Les désillusions amoureuses, artistiques et le tourbillon des fêtes amorcent la deuxième partie et la prise de conscience que les années d’insouciance ont passé. Paul est soudain ramené à la réalité crue, rattrapé par la mort, sa mère, ses ex et sa banquière. L’heure du bilan a 33 ans est sans appel : Paul a oublié de construire sa vie. Pour autant aucune logique moralisatrice chez Mia Hansen-Love mais plutôt un témoignage bien documenté et habilement construit ainsi qu’une bienveillante empathie pour son personnage principal.

Le scénario est co-écrit avec son frère, ancien DJ, qui a également orienté le choix de la Bande Originale donnant clairement à l’histoire une pertinence sur l’énergie et les aspirations de cette génération. La BOdu film mixe admirablement House, Techno et Garage avec une musique entêtante, dansante empreinte de douce mélancolie qui résonne pour toute une génération comme un parangon de liberté et d’innocence : Sueno Latino, Happy Song, Veridis Quo, The Mkappella, Caught in the Middle.

Eden est un film sur la French Touch dans le milieu des DJ’s mais aussi une réflexion sur les difficultés à vivre de sa passion sans contraintes. Le doute envahit tous les protagonistes, des compromis s’imposent et les scènes clés tournent toutes autour des moments tendus où l’euphorie de la fête retombe. Le montage habile propose des moments de respiration et d’introspection en utilisant des incrustations de voix/mots soit sous la forme d’une lettre de rupture ou encore d’un poème tous deux lus par des femmes « boussoles » pour notre héros.

On ne peut s’empêcher de penser au dernier film des frères Cohen, Inside Llewyn Davis, qui retraçait la carrière ratée d’un musicien folk dans le sillon de Bob Dylan. Là où le personnage principal des Cohen était un gentil looser, Paul apparaît plus fragile et enclin au spleen. C’est la force du film que de s’attacher à l’humain, aux sentiments pour atteindre une forme d’universalité tant sur le processus créatif que dans la recherche d’un statut social stable.

Mia Hansen-Love clôt avec ce quatrième film une trilogie commencée avec Tout est pardonné en 2007, prix Louis Delluc du meilleur premier film ex-aequo avec Naissance des Pieuvres de Céline Sciamma aussi dans l’actualité avec Bande de filles.
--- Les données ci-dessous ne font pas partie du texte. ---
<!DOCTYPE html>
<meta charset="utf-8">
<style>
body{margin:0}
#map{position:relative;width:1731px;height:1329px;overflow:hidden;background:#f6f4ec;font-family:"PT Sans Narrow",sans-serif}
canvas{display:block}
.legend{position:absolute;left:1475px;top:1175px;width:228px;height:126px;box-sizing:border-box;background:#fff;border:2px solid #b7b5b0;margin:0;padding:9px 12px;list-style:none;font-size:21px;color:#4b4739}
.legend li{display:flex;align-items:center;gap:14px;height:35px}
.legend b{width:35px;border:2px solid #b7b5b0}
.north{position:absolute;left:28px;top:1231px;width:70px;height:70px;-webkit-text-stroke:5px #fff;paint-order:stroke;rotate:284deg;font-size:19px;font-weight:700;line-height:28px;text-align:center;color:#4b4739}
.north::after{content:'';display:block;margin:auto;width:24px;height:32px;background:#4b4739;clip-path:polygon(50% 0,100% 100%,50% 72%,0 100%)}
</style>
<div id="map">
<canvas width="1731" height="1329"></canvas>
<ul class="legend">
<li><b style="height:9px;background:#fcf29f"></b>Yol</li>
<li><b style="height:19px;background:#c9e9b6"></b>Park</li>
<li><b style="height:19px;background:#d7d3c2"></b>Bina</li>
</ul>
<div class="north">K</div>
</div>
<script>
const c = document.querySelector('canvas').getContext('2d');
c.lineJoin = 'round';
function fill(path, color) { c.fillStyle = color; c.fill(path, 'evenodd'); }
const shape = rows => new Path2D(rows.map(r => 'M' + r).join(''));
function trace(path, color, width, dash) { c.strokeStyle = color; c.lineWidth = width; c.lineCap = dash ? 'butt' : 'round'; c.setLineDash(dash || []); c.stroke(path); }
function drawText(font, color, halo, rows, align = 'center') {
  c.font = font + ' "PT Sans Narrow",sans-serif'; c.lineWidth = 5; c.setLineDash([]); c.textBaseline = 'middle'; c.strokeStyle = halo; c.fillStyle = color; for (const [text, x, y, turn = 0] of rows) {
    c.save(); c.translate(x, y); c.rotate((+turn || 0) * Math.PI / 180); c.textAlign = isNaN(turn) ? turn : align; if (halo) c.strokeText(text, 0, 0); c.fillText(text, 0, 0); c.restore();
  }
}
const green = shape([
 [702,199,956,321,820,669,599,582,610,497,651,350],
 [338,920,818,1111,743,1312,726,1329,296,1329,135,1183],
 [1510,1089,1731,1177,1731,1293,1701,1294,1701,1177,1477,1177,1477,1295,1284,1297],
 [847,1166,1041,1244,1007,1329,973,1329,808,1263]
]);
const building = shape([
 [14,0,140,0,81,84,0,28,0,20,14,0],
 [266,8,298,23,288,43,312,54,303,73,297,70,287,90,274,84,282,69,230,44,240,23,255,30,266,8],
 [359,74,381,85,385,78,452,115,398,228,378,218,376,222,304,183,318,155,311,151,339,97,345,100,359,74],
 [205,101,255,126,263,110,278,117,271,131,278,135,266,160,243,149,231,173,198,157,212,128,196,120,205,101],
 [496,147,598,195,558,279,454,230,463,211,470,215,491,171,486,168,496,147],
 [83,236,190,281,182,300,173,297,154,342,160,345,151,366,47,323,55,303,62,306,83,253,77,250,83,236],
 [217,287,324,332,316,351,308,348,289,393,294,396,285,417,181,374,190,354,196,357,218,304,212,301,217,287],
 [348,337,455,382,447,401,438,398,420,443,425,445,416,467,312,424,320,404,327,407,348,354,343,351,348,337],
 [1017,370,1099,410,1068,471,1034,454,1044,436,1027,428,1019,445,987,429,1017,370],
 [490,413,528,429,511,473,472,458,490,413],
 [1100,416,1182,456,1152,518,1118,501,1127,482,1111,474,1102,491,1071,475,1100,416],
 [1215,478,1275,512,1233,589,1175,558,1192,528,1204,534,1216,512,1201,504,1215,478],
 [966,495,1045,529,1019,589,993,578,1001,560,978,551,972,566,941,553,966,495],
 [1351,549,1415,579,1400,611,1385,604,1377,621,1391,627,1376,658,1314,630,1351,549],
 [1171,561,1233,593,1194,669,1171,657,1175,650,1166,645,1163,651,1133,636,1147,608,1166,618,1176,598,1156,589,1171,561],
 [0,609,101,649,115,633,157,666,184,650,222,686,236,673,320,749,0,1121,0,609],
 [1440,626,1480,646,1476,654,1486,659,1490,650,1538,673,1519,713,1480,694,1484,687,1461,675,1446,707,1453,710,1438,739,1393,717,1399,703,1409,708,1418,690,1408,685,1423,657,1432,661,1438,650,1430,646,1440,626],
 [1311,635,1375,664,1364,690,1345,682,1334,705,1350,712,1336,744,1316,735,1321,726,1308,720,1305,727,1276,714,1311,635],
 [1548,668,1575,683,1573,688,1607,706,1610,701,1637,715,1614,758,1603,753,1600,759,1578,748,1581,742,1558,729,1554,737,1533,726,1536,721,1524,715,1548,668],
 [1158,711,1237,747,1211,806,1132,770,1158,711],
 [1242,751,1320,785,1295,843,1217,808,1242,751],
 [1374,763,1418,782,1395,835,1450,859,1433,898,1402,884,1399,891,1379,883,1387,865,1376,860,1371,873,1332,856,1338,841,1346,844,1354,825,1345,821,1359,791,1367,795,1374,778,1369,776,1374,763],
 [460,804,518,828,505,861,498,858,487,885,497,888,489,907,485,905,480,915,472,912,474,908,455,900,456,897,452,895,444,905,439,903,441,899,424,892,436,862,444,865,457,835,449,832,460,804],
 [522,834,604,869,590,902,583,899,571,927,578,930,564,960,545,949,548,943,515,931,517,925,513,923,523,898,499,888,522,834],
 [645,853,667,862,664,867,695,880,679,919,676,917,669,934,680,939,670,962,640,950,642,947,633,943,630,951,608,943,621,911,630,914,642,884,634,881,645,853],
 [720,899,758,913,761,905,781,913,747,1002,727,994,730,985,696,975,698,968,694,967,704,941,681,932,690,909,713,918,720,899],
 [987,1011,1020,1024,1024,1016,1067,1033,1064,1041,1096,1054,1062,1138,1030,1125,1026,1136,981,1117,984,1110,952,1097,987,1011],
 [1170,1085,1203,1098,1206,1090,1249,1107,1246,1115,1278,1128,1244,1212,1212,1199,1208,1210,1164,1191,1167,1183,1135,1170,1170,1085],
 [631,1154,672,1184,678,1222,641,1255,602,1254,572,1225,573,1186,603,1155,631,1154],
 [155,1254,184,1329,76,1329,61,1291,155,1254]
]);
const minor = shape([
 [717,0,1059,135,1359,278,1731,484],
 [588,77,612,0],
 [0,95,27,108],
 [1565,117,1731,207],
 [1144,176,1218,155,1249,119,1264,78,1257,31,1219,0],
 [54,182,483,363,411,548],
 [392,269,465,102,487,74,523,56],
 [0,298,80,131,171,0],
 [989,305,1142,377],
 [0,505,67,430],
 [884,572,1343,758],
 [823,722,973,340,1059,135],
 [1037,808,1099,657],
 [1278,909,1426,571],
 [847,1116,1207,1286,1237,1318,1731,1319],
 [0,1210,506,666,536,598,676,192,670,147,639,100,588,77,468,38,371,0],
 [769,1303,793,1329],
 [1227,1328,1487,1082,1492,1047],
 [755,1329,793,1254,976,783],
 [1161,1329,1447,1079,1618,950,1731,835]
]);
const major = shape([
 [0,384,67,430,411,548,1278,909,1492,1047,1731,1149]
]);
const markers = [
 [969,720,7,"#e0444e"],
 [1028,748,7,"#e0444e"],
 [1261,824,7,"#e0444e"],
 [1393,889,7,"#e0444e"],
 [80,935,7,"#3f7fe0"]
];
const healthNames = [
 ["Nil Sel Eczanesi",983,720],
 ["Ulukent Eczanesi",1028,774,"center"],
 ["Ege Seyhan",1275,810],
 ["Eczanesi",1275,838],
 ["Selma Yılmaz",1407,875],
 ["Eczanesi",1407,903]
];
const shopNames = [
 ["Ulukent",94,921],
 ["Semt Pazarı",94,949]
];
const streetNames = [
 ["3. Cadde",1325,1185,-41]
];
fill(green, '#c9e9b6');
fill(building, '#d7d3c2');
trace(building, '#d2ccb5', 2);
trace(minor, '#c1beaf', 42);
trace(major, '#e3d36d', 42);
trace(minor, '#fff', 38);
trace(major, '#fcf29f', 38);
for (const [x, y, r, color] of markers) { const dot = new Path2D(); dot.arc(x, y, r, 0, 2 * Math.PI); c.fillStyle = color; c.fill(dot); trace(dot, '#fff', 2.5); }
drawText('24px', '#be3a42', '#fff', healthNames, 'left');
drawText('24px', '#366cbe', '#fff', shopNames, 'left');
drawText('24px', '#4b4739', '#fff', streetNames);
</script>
Elle a constitué une bande autour de Félix de Givry, acteur non professionnel, qui mélange espoirs Pauline Etienne et Roman Kolinka tous deux exceptionnels de justesse et de fraicheur et valeurs sûres du cinéma français Golshifteh Farahani et Vincent Macaigne qui « font le job ».

Cet Eden là, référence à un fanzine éponyme crée par Christophe Vix, se veut emblématique d’une période enchantée sorte de paradis terrestre où pendant 10 ans le monde de la musique a été magique. Replongez y à nouveau sans modération grâce à la bande sonore disponible le 10 novembre sur le label Hamburger Records et avec le film en salle dès le 19 novembre.